The Dancing Girls Of Ajijic

 

O body swayed to music, O brightening glance,
How can we know the dancer from the dance?

W.B. Yeats

The Dancing Girls Of Ajijic

By Mark Sconce

trajes-folkloricos

An Ajijic mother glances at her daughter

Seated beside her and smiles

approvingly…

 

She looked to be of tender age,

Her full attention on the stage;

Her eyes transfixed by each plié:

The Kirov troupe, the corps de ballet.

 

Cinderella’s foot slips into place;

Pink ribbons substitute for lace,

So she can pirouette and leap,

En pointe her dancing dervish feet.

 

The curtain falls, the crowd erupts.

The little girl, in hand with mamá,

Walks, silent, home…

 

Before she went to bed that night,

She clenched her cross, as in a trance,

And prayed beneath a lambent light

To Xochipilli, god of dance.

 

Leaping, soaring, arabesque,

Striving to be statuesque.

A butterfly emerging—free.

A dream of endless filigree.

 

But other dreams are being dreamt

By other girls in Ajijic–

Of other dances to attempt

With native costumes, tried technique.

 

Dreams– Ballet Folklorico!

Pride—Jalisco, Mexico!

Whimsies of a southern belle

Whirling like a carousel.

 

Not just a sheer artistic whim,

But whimsy nonetheless,

A pre-Hispanic native hymn

In vivid, multi-colored dress.

 

Dances of the Indio

From every part of Mexico,

Dances from the Yucatán,

Oaxaca and Michoacán

Chiapas and Quintana Roo

Tabasco and Hidalgo too.

 

Her elegant and supple line,

Her blur of charm, quicksilver curve,

She sparkles like a summer wine,

The joy of life, the life of verve.

 

Her flying skirts, black bouncing braids

Submit to swirl and counter swirl

Or stately, graceful promenades

In makeup meant for masquerades.

 

And then there are the Latin dances,

Well-known to girls of Ajijic,

Forever sparking fresh romances,

Forever dancing cheek to cheek.

 

The samba, rumba—ay, caramba!

The mambo, tango—light fandango!

Do-re-mi-fa—cha, cha, cha! cha, cha, cha!

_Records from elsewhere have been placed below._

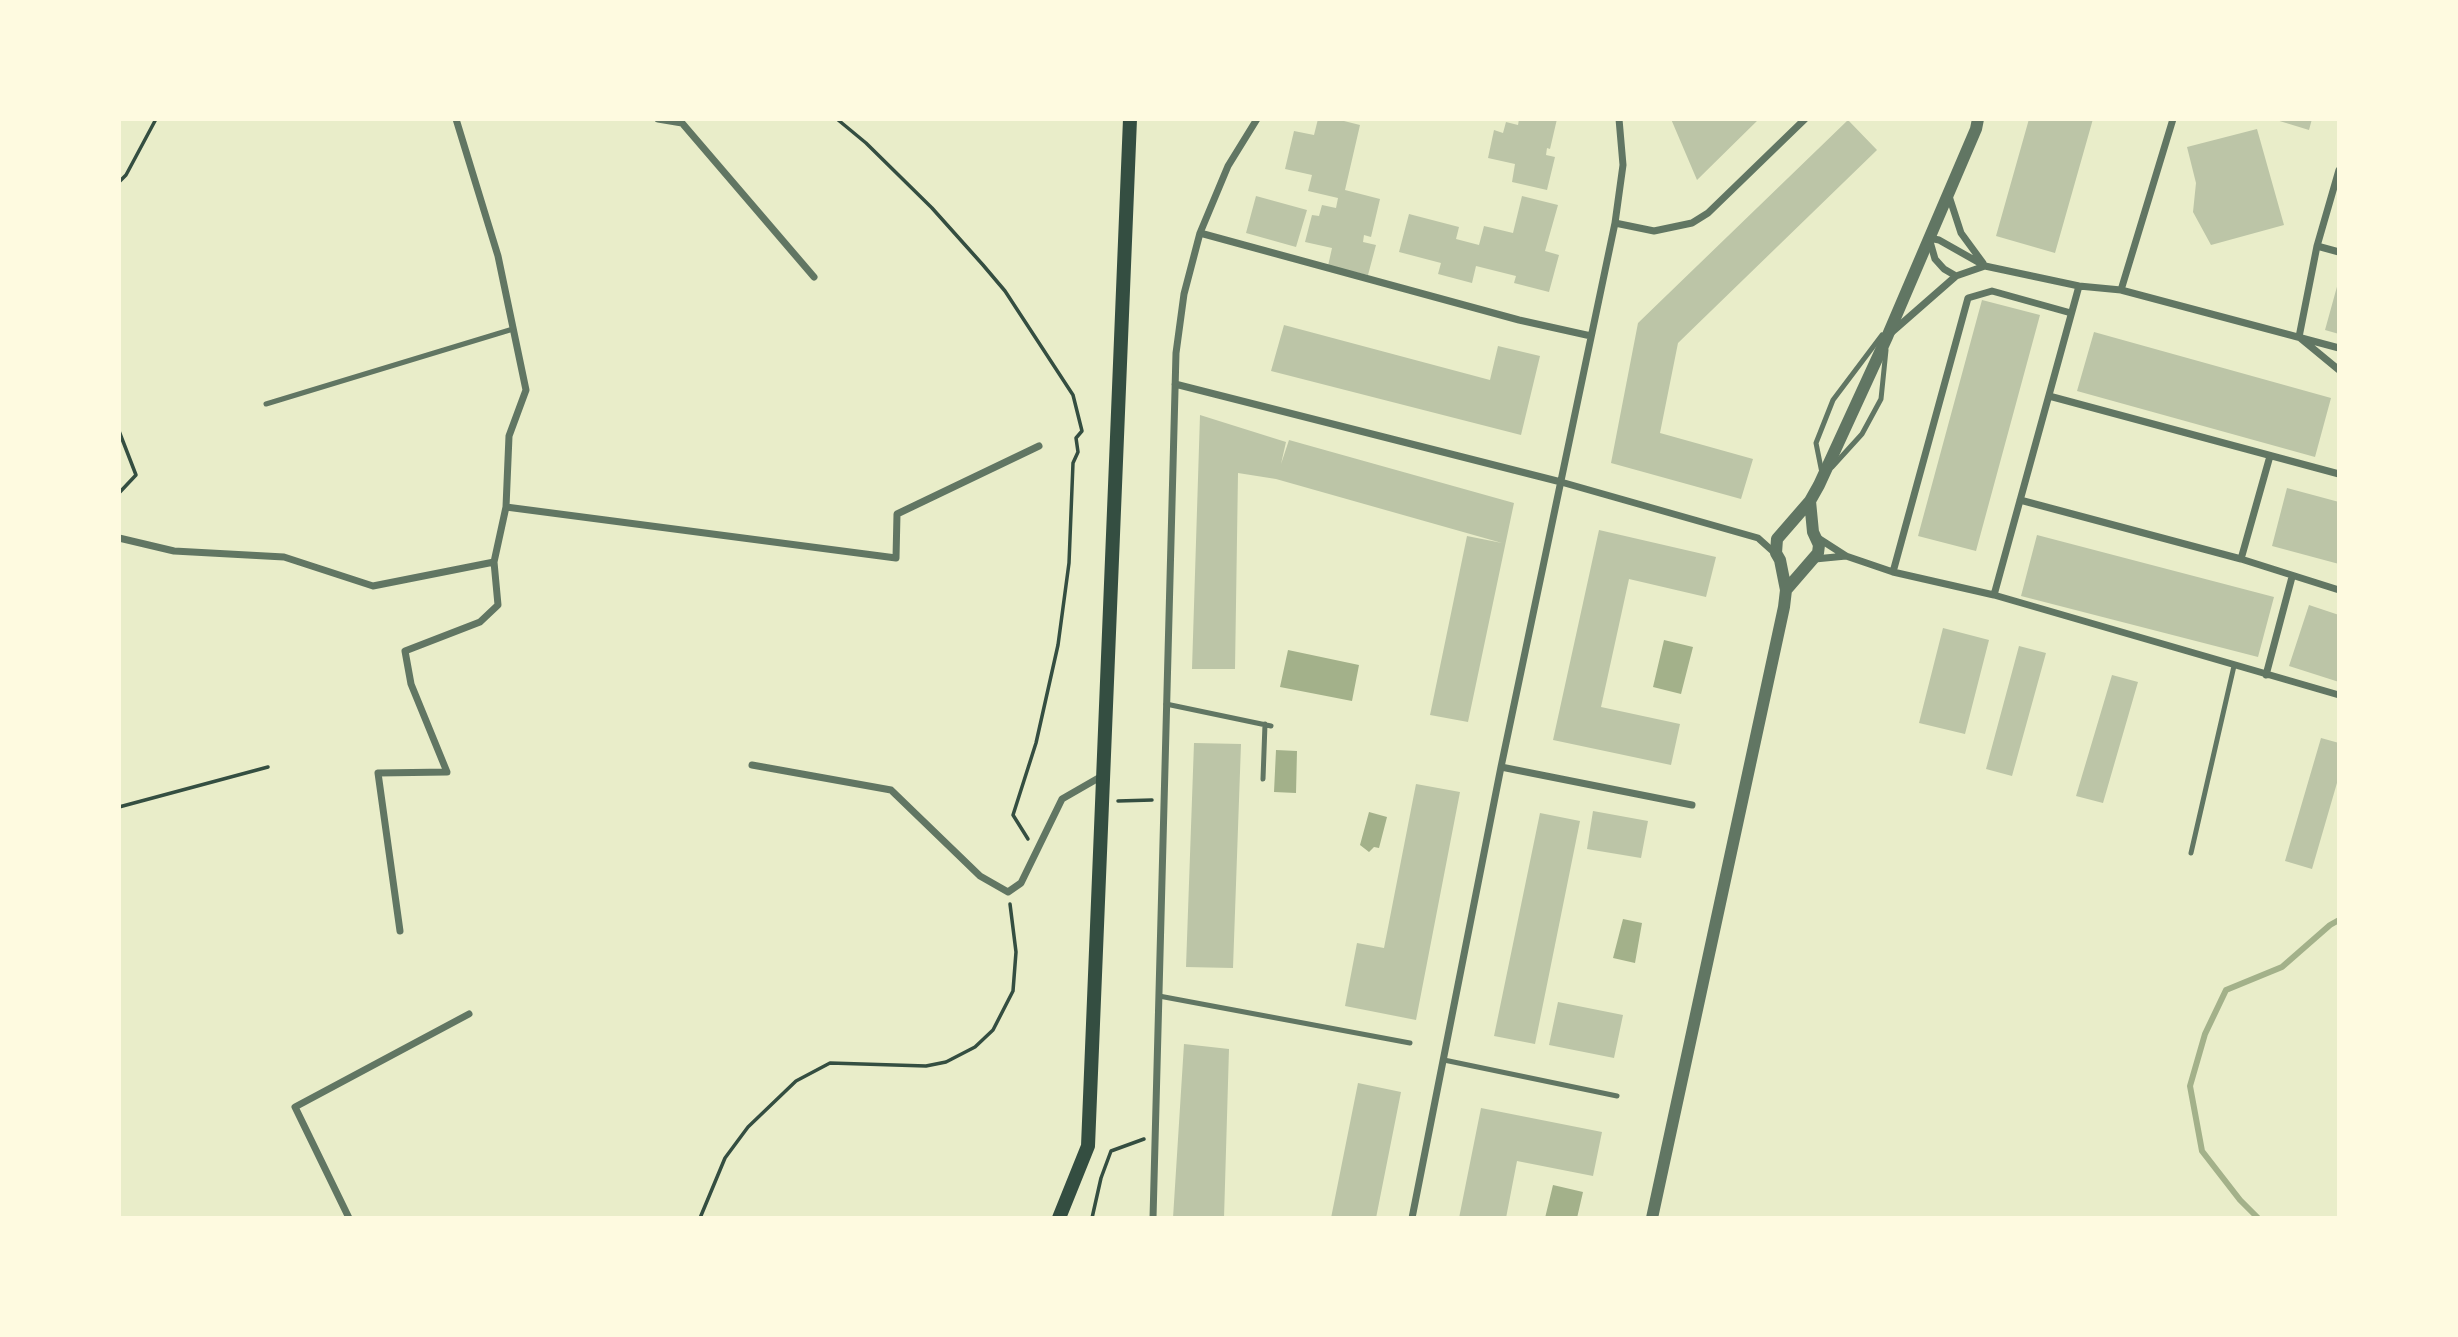 <!DOCTYPE html>
<style>
body{margin:0}
#map{position:relative;width:2458px;height:1337px;overflow:hidden;background:#e9edc9;font-family:"Varela Round",sans-serif}
canvas{display:block}
.frame{position:absolute;inset:0;border:121px solid #fefae0;pointer-events:none}
</style>
<div id="map">
<canvas width="2458" height="1337"></canvas>
<div class="frame"></div>
</div>
<script>
const ctx = document.querySelector('canvas').getContext('2d');
ctx.lineJoin = 'round';
function fillPath(path, color) { ctx.fillStyle = color; ctx.fill(path, 'evenodd'); }
const shape = rows => new Path2D(rows.map(r => 'M' + r).join(''));
function strokePath(path, color, width, dash) { ctx.strokeStyle = color; ctx.lineWidth = width; ctx.lineCap = dash ? 'butt' : 'round'; ctx.setLineDash(dash || []); ctx.stroke(path); }
const water = shape([
 [1664,640,1693,647,1681,694,1653,687],
 [1288,650,1359,665,1352,701,1280,687],
 [1276,750,1297,751,1296,793,1274,792],
 [1369,812,1387,817,1379,848,1374,847,1369,852,1360,845],
 [1623,919,1642,923,1635,963,1613,958],
 [1553,1185,1583,1192,1577,1218,1545,1218]
]);
const stream = shape([
 [2258,1218,2240,1200,2202,1151,2190,1086,2205,1034,2226,990,2282,967,2330,925,2339,920]
]);
const building = shape([
 [1318,119,1336,119,1360,125,1345,190,1380,199,1371,237,1364,235,1363,242,1376,245,1368,275,1328,266,1332,248,1305,242,1312,215,1319,216,1322,205,1336,208,1338,198,1308,191,1312,175,1285,169,1294,131,1314,135],
 [1519,119,1557,119,1550,149,1547,148,1546,155,1555,157,1547,190,1512,182,1515,164,1488,158,1494,130,1503,133,1506,122,1518,125],
 [1671,119,1759,119,1697,180],
 [2029,119,2093,119,2055,253,1996,236],
 [2273,119,2312,119,2309,130],
 [1848,120,1877,150,1678,343,1660,433,1753,459,1741,499,1611,463,1638,323],
 [2257,129,2284,225,2211,245,2193,212,2196,183,2187,147],
 [1256,196,1307,210,1296,247,1246,233],
 [1522,196,1558,205,1545,251,1559,255,1549,292,1514,283,1516,276,1476,266,1472,283,1438,274,1441,263,1399,252,1409,214,1459,227,1456,239,1479,245,1484,226,1513,233],
 [2338,283,2339,283,2339,334,2325,330],
 [1982,300,2040,315,1976,551,1918,536],
 [1284,325,1490,380,1498,346,1540,356,1521,435,1271,371],
 [2094,332,2331,398,2315,457,2077,391],
 [1200,415,1286,442,1281,464,1289,440,1514,503,1468,722,1430,715,1467,536,1502,543,1276,479,1238,473,1235,669,1192,669],
 [2287,488,2339,502,2339,564,2272,546],
 [1599,530,1716,557,1706,597,1629,579,1601,707,1680,724,1671,765,1553,740],
 [2037,535,2274,597,2258,657,2021,596],
 [2309,605,2339,615,2339,682,2289,666],
 [1943,628,1989,640,1965,734,1919,723],
 [2019,646,2046,653,2012,776,1986,769],
 [2112,675,2138,682,2103,803,2076,796],
 [2321,738,2339,743,2339,776,2312,869,2285,861],
 [1194,743,1241,744,1233,968,1186,967],
 [1416,784,1460,792,1416,1020,1345,1006,1357,943,1384,948],
 [1593,811,1648,821,1641,858,1587,849],
 [1540,813,1580,821,1535,1044,1494,1036],
 [1558,1002,1623,1015,1614,1058,1549,1045],
 [1184,1044,1229,1049,1224,1218,1173,1218],
 [1358,1083,1401,1092,1376,1218,1331,1218],
 [1481,1108,1602,1132,1593,1176,1517,1161,1506,1218,1459,1218]
]);
const path = shape([
 [837,119,866,143,932,208,983,265,1005,291,1073,395,1082,431,1076,438,1078,452,1073,463,1069,563,1058,645,1036,743,1013,815,1028,839],
 [119,182,126,175,156,119],
 [119,431,136,475,119,493],
 [1118,801,1152,800],
 [119,807,268,767],
 [700,1218,725,1158,748,1127,796,1081,830,1063,926,1066,946,1062,975,1047,993,1030,1013,991,1016,952,1010,904],
 [1092,1218,1101,1178,1111,1151,1144,1139]
]);
const service = shape([
 [266,404,513,329],
 [1832,467,1862,434,1881,399,1886,350],
 [1822,473,1816,443,1833,400,1882,335],
 [1166,704,1271,726],
 [1263,779,1265,724],
 [2191,853,2234,666],
 [1159,996,1410,1043],
 [1444,1060,1617,1096]
]);
const minor = shape([
 [658,119,682,123,814,277],
 [1949,196,1961,233,1983,263],
 [1615,223,1654,231,1692,223,1708,213,1805,119],
 [1200,233,1519,320,1591,336],
 [2317,246,2339,170],
 [2339,252,2317,246,2299,337,2339,370],
 [1956,276,1944,269,1935,259,1929,238,1939,240,1985,266,2079,286,2121,290,2339,348],
 [2121,290,2173,119],
 [1892,332,1956,276,1985,266],
 [1175,384,1561,482,1758,538,1777,555],
 [2049,396,2339,474],
 [2020,500,2241,559,2339,590],
 [506,507,896,558,897,514,1039,446],
 [119,538,174,551,284,557,373,586,494,562],
 [1818,538,1846,556,1893,572,1994,595,2339,695],
 [1815,559,1846,556],
 [2241,559,2270,456],
 [1893,572,1968,298,1992,291,2071,313],
 [1994,595,2079,286],
 [2266,675,2292,577],
 [752,765,891,790,980,876,1008,892,1021,883,1062,799,1102,776],
 [1501,767,1692,805],
 [400,931,378,773,447,772,411,684,405,651,480,622,498,605,494,562,506,507,509,436,526,390,498,256,456,119],
 [349,1218,295,1107,469,1014],
 [1153,1218,1176,353,1184,294,1200,233,1228,166,1257,119],
 [1412,1218,1501,767,1615,223,1623,165,1619,119]
]);
const tertiary = shape([
 [1786,590,1818,553,1819,545,1813,532,1810,501],
 [1652,1218,1784,607,1786,590,1780,560,1776,553,1777,539,1810,501,1819,485,1887,337,1976,129,1978,119]
]);
const secondary = shape([
 [1059,1218,1088,1146,1130,119]
]);
fillPath(water, '#a3b18a');
strokePath(stream, '#a3b18a', 6);
fillPath(building, '#bcc5a7');
strokePath(path, '#344e41', 3.5);
strokePath(service, '#617663', 5);
strokePath(minor, '#617663', 7);
strokePath(tertiary, '#617663', 12);
strokePath(secondary, '#344e41', 14);
</script>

The salsa, merengue, y paso doble…

Finally there’s the restaurant Manix,

Home to expats and Hispanics,

Who come to hear the music play

And gladly dance the night away.

 

And there one night in Ajijic

Two dancers charmed my soul—

Two little girls across the street,

Two sisters I was told.

 

The one was eight, the other ten.

I saw them there that night

Across from Manix restaurant,

A vision in the light.

 

While we all danced the night away,

The music sounded fair;

And on their roof across the way,

Those sisters danced on air.

 

The rhythm and the rhyme of it,

The tempo and the time of it,

The lovely charm and chime of it,

 

The Dancing Girls of Ajijic,

A joy to move my weary soul.

 

O body swayed to music, O brightening glance,
Now we know the dancer from the dance!